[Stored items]
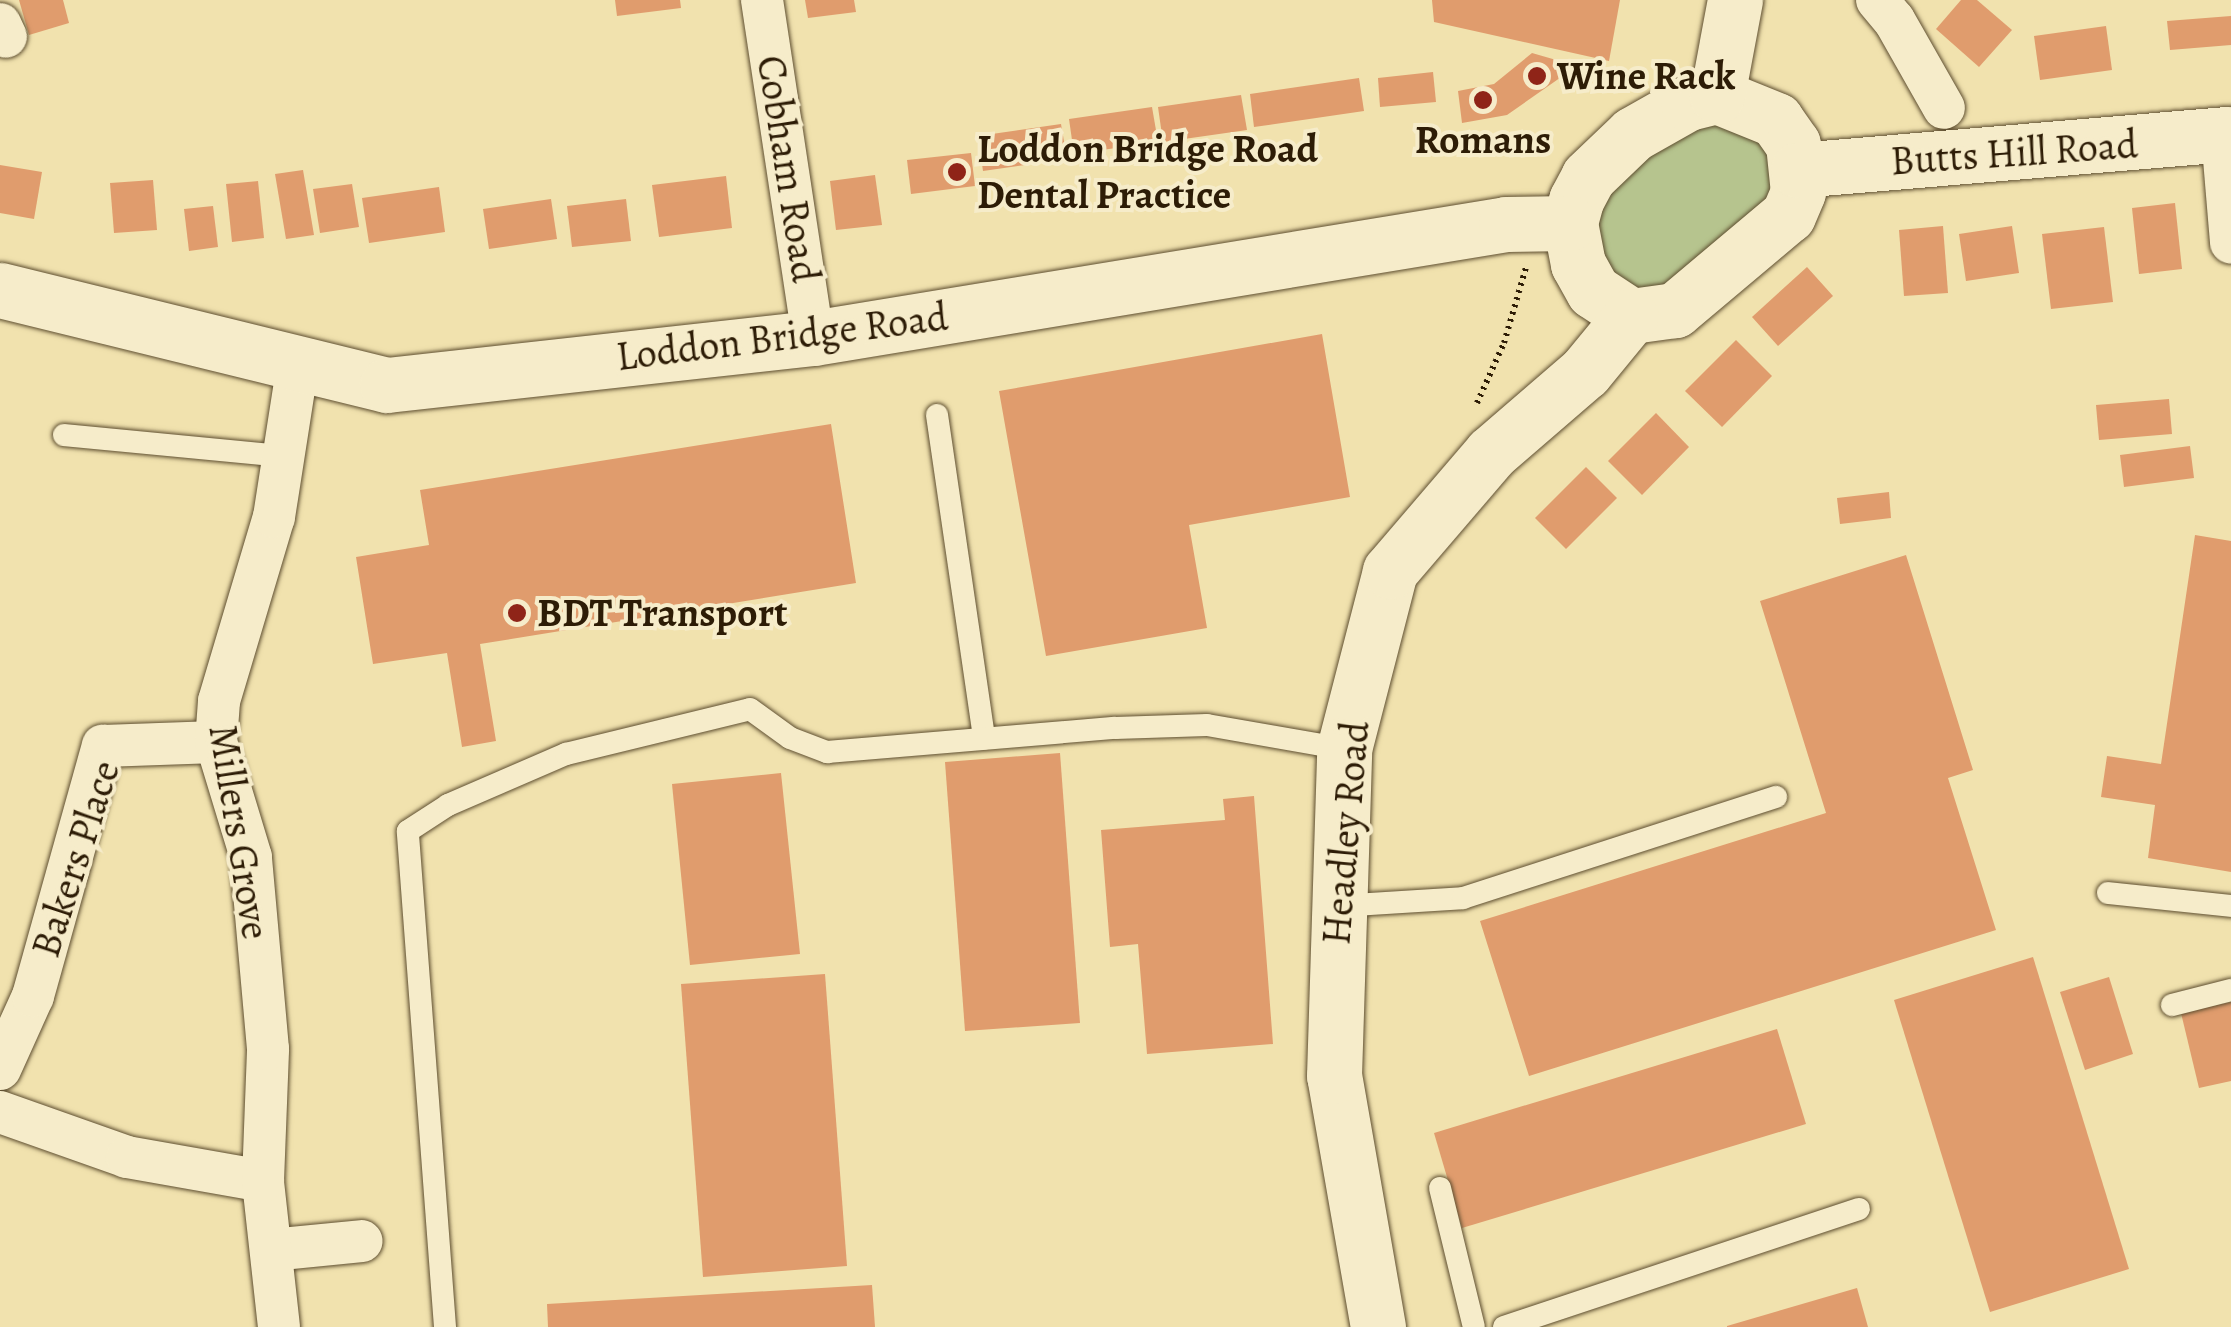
<!DOCTYPE html>
<html>
<head>
<meta charset="utf-8">
<style>
	body { margin:0 }
	#map { position:relative; width:2231px; height:1327px; overflow:hidden; background:#f1e2ae; font-family:Alegreya,serif }
	div>[style] { position:absolute }
	.green>* { inset:0; background:#b6c48e }
	.building>* { inset:0; background:#e09c6d }
	.path>* { height:6px; margin-top:-3px; transform-origin:0; background:repeating-linear-gradient(90deg,#2d1c06 0 2.5px,transparent 0 7.5px) }
	.roads { filter:drop-shadow(0 0 2px #5e4e30) drop-shadow(0 0 2px #5e4e30) }
	.lane>* { height:22px; margin:-11px; padding:0 11px; transform-origin:11px; border-radius:11px; background:#f6ecca }
	.street>* { height:42px; margin:-21px; padding:0 21px; transform-origin:21px; border-radius:21px; background:#f6ecca }
	.secondary>* { height:55px; margin:-27.5px; padding:0 27.5px; transform-origin:27.5px; border-radius:27.5px; background:#f6ecca }
	.dots>* { width:28px; height:28px; translate:-50% -50%; box-sizing:border-box; border:5px solid #f6ecca; border-radius:50% }
	span { translate:-50% -50%; white-space:nowrap; text-align:center; line-height:1.15; -webkit-text-stroke:8px #f6ecca; paint-order:stroke }
	.poi-label { font-size:40px; color:#2d1c06; font-weight:700 }
	.left { translate:0 -50%; text-align:left }
	.street-label { font-size:40px; color:#2d1c06 }
</style>
</head>
<body>
<div id="map">
	<div class="green">
		<i style="clip-path:polygon(1701px 116px,1773px 141px,1784px 190px,1671px 293px,1615px 288px,1589px 209px,1597px 192px)"></i>
	</div>
	<div class="building">
		<i style="clip-path:polygon(19px 0,63px 0,69px 23px,29px 35px)"></i>
		<i style="clip-path:polygon(615px 0,680px 0,681px 8px,617px 16px)"></i>
		<i style="clip-path:polygon(805px 0,854px 0,856px 12px,808px 18px)"></i>
		<i style="clip-path:polygon(1432px 0,1620px 0,1609px 61px,1434px 22px)"></i>
		<i style="clip-path:polygon(1961px 0,1977px 0,2012px 30px,1979px 67px,1936px 29px)"></i>
		<i style="clip-path:polygon(2231px 16px,2231px 45px,2170px 50px,2167px 21px)"></i>
		<i style="clip-path:polygon(2106px 26px,2112px 70px,2040px 80px,2034px 36px)"></i>
		<i style="clip-path:polygon(1532px 53px,1577px 66px,1507px 115px,1462px 123px,1458px 91px,1494px 84px)"></i>
		<i style="clip-path:polygon(1433px 72px,1436px 102px,1380px 107px,1378px 78px)"></i>
		<i style="clip-path:polygon(1359px 78px,1364px 111px,1254px 127px,1250px 94px)"></i>
		<i style="clip-path:polygon(1241px 95px,1247px 130px,1163px 142px,1158px 107px)"></i>
		<i style="clip-path:polygon(1152px 107px,1158px 142px,1074px 154px,1069px 119px)"></i>
		<i style="clip-path:polygon(1061px 124px,1067px 159px,983px 171px,978px 136px)"></i>
		<i style="clip-path:polygon(971px 153px,975px 186px,911px 194px,907px 160px)"></i>
		<i style="clip-path:polygon(0 165px,42px 172px,34px 219px,0 213px)"></i>
		<i style="clip-path:polygon(303px 170px,314px 235px,286px 239px,275px 174px)"></i>
		<i style="clip-path:polygon(875px 175px,882px 225px,836px 230px,830px 181px)"></i>
		<i style="clip-path:polygon(726px 176px,732px 228px,659px 237px,652px 185px)"></i>
		<i style="clip-path:polygon(153px 180px,157px 230px,114px 233px,110px 183px)"></i>
		<i style="clip-path:polygon(258px 181px,264px 238px,232px 242px,226px 184px)"></i>
		<i style="clip-path:polygon(352px 184px,359px 227px,320px 233px,313px 189px)"></i>
		<i style="clip-path:polygon(439px 187px,445px 232px,369px 243px,362px 198px)"></i>
		<i style="clip-path:polygon(551px 199px,557px 239px,489px 249px,483px 209px)"></i>
		<i style="clip-path:polygon(626px 199px,631px 241px,572px 247px,567px 206px)"></i>
		<i style="clip-path:polygon(2175px 203px,2182px 269px,2139px 274px,2132px 208px)"></i>
		<i style="clip-path:polygon(213px 206px,218px 247px,189px 251px,184px 209px)"></i>
		<i style="clip-path:polygon(1943px 226px,1948px 293px,1904px 296px,1899px 230px)"></i>
		<i style="clip-path:polygon(2012px 226px,2019px 273px,1966px 281px,1959px 234px)"></i>
		<i style="clip-path:polygon(2104px 227px,2113px 302px,2051px 309px,2042px 234px)"></i>
		<i style="clip-path:polygon(1807px 267px,1833px 296px,1778px 346px,1752px 317px)"></i>
		<i style="clip-path:polygon(1322px 334px,1350px 497px,1189px 525px,1207px 628px,1046px 656px,999px 391px)"></i>
		<i style="clip-path:polygon(1736px 340px,1772px 376px,1722px 427px,1685px 391px)"></i>
		<i style="clip-path:polygon(2169px 399px,2172px 434px,2099px 440px,2096px 405px)"></i>
		<i style="clip-path:polygon(1656px 413px,1689px 447px,1642px 495px,1608px 461px)"></i>
		<i style="clip-path:polygon(831px 424px,856px 583px,480px 644px,496px 741px,462px 747px,447px 653px,373px 664px,356px 557px,429px 545px,420px 490px)"></i>
		<i style="clip-path:polygon(2190px 446px,2194px 478px,2124px 487px,2120px 455px)"></i>
		<i style="clip-path:polygon(1586px 467px,1617px 498px,1566px 549px,1535px 518px)"></i>
		<i style="clip-path:polygon(1889px 492px,1891px 518px,1840px 524px,1837px 498px)"></i>
		<i style="clip-path:polygon(2195px 535px,2231px 541px,2231px 872px,2148px 858px,2155px 805px,2101px 797px,2107px 756px,2161px 764px)"></i>
		<i style="clip-path:polygon(1906px 555px,1973px 770px,1948px 778px,1996px 930px,1529px 1076px,1480px 921px,1826px 813px,1760px 601px)"></i>
		<i style="clip-path:polygon(1060px 753px,1080px 1023px,965px 1031px,945px 762px)"></i>
		<i style="clip-path:polygon(781px 773px,800px 954px,690px 965px,672px 784px)"></i>
		<i style="clip-path:polygon(1254px 796px,1273px 1044px,1147px 1054px,1138px 944px,1110px 947px,1101px 830px,1225px 820px,1223px 799px)"></i>
		<i style="clip-path:polygon(2033px 957px,2129px 1269px,1990px 1312px,1894px 1000px)"></i>
		<i style="clip-path:polygon(825px 974px,847px 1266px,703px 1277px,681px 984px)"></i>
		<i style="clip-path:polygon(2109px 977px,2133px 1054px,2085px 1070px,2060px 992px)"></i>
		<i style="clip-path:polygon(2231px 1002px,2231px 1081px,2199px 1088px,2181px 1013px)"></i>
		<i style="clip-path:polygon(1777px 1029px,1806px 1124px,1462px 1228px,1434px 1133px)"></i>
		<i style="clip-path:polygon(872px 1285px,875px 1327px,548px 1327px,547px 1304px)"></i>
		<i style="clip-path:polygon(1857px 1288px,1868px 1327px,1727px 1327px,1727px 1326px)"></i>
	</div>
	<div class="path">
		<i style="left:1477px;top:403px;width:66px;rotate:-65.8deg"></i>
		<i style="left:1504px;top:343px;width:82px;rotate:-73.8deg"></i>
	</div>
	<div class="roads">
		<div class="lane">
			<i style="left:937px;top:415px;width:327px;rotate:81.7deg"></i>
			<i style="left:64px;top:435px;width:220px;rotate:5.5deg"></i>
			<i style="left:2108px;top:893px;width:124px;rotate:6deg"></i>
			<i style="left:1337px;top:906px;width:126px;rotate:-3.6deg"></i>
			<i style="left:1463px;top:898px;width:329px;rotate:-17.9deg"></i>
			<i style="left:2172px;top:1005px;width:61px;rotate:-14.3deg"></i>
			<i style="left:1440px;top:1188px;width:143px;rotate:76.3deg"></i>
			<i style="left:445px;top:1327px;width:497px;rotate:-94.3deg"></i>
			<i style="left:408px;top:831px;width:48px;rotate:-33deg"></i>
			<i style="left:448px;top:805px;width:129px;rotate:-23.4deg"></i>
			<i style="left:566px;top:754px;width:189px;rotate:-13.7deg"></i>
			<i style="left:750px;top:709px;width:49px;rotate:35.9deg"></i>
			<i style="left:790px;top:738px;width:40px;rotate:21deg"></i>
			<i style="left:827px;top:752px;width:289px;rotate:-4.8deg"></i>
			<i style="left:1115px;top:728px;width:92px;rotate:-1.9deg"></i>
			<i style="left:1207px;top:725px;width:139px;rotate:9.9deg"></i>
			<i style="left:1504px;top:1327px;width:374px;rotate:-18.4deg"></i>
		</div>
		<div class="street">
			<i style="left:762px;top:0;width:342px;rotate:81.4deg"></i>
			<i style="left:1877px;top:0;width:26px;rotate:50deg"></i>
			<i style="left:1894px;top:20px;width:101px;rotate:60.4deg"></i>
			<i style="left:0;top:24px;width:14px;rotate:65deg"></i>
			<i style="left:2222px;top:135px;width:108px;rotate:85.2deg"></i>
			<i style="left:0;top:1069px;width:80px;rotate:-65.7deg"></i>
			<i style="left:33px;top:996px;width:260px;rotate:-74.4deg"></i>
			<i style="left:103px;top:746px;width:113px;rotate:-2deg"></i>
			<i style="left:0;top:1112px;width:135px;rotate:19.5deg"></i>
			<i style="left:127px;top:1157px;width:138px;rotate:10deg"></i>
			<i style="left:271px;top:1250px;width:91px;rotate:-5.6deg"></i>
			<i style="left:279px;top:1327px;width:147px;rotate:-96.3deg"></i>
			<i style="left:263px;top:1181px;width:132px;rotate:-87.8deg"></i>
			<i style="left:268px;top:1049px;width:193px;rotate:-95.1deg"></i>
			<i style="left:251px;top:857px;width:120px;rotate:-106.9deg"></i>
			<i style="left:216px;top:742px;width:41px;rotate:-85.8deg"></i>
			<i style="left:219px;top:701px;width:192px;rotate:-73.4deg"></i>
			<i style="left:274px;top:517px;width:155px;rotate:-81.1deg"></i>
		</div>
		<div class="secondary">
			<i style="left:1717px;top:96px;width:64px;rotate:22.1deg"></i>
			<i style="left:1776px;top:120px;width:29px;rotate:55deg"></i>
			<i style="left:1793px;top:144px;width:48px;rotate:84.1deg"></i>
			<i style="left:1798px;top:192px;width:25px;rotate:113deg"></i>
			<i style="left:1788px;top:215px;width:148px;rotate:139.9deg"></i>
			<i style="left:1675px;top:310px;width:44px;rotate:172.2deg"></i>
			<i style="left:1631px;top:316px;width:45px;rotate:-146.7deg"></i>
			<i style="left:1593px;top:291px;width:31px;rotate:-119deg"></i>
			<i style="left:1578px;top:264px;width:42px;rotate:-101deg"></i>
			<i style="left:1570px;top:223px;width:24px;rotate:-75deg"></i>
			<i style="left:1576px;top:200px;width:26px;rotate:-62deg"></i>
			<i style="left:1588px;top:177px;width:62px;rotate:-43.7deg"></i>
			<i style="left:1633px;top:134px;width:63px;rotate:-29.4deg"></i>
			<i style="left:1688px;top:103px;width:30px;rotate:-14deg"></i>
			<i style="left:1717px;top:96px;width:98px;rotate:-79.4deg"></i>
			<i style="left:1798px;top:170px;width:434px;rotate:-4.8deg"></i>
			<i style="left:0;top:290px;width:398px;rotate:13.8deg"></i>
			<i style="left:387px;top:385px;width:429px;rotate:-6.3deg"></i>
			<i style="left:813px;top:338px;width:702px;rotate:-9.34deg"></i>
			<i style="left:1506px;top:224px;width:64px;rotate:-0.9deg"></i>
			<i style="left:1378px;top:1327px;width:255px;rotate:-99.9deg"></i>
			<i style="left:1334px;top:1076px;width:327px;rotate:-88.2deg"></i>
			<i style="left:1344px;top:749px;width:184px;rotate:-75.5deg"></i>
			<i style="left:1390px;top:571px;width:155px;rotate:-49.4deg"></i>
			<i style="left:1491px;top:453px;width:124px;rotate:-40.8deg"></i>
			<i style="left:1585px;top:372px;width:72px;rotate:-50.6deg"></i>
		</div>
	</div>
	<div class="dots">
		<i style="left:1537px;top:76px;background:#8f2418"></i>
		<i style="left:1483px;top:100px;background:#8f2418"></i>
		<i style="left:957px;top:172px;background:#8f2418"></i>
		<i style="left:517px;top:613px;background:#8f2418"></i>
	</div>
	<div class="poi-label">
		<span class="left" style="left:1557px;top:76px">Wine Rack</span>
		<span style="left:1483px;top:140px">Romans</span>
		<span class="left" style="left:977px;top:172px">Loddon Bridge Road<br>Dental Practice</span>
		<span class="left" style="left:537px;top:613px">BDT Transport</span>
	</div>
	<div class="street-label">
		<span style="left:2014px;top:153px;rotate:-4deg">Butts Hill Road</span>
		<span style="left:788px;top:169px;rotate:81deg">Cobham Road</span>
		<span style="left:782px;top:337px;rotate:-7deg">Loddon Bridge Road</span>
		<span style="left:239px;top:832px;rotate:81deg">Millers Grove</span>
		<span style="left:1346px;top:833px;rotate:-85deg">Headley Road</span>
		<span style="left:76px;top:859px;rotate:-72deg">Bakers Place</span>
	</div>
</div>
</body>
</html>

# Task requirements
Search the entries above for "secondary". Return every line that has it.

# Response box
	.secondary>* { height:55px; margin:-27.5px; padding:0 27.5px; transform-origin:27.5px; border-radius:27.5px; background:#f6ecca }
		<div class="secondary">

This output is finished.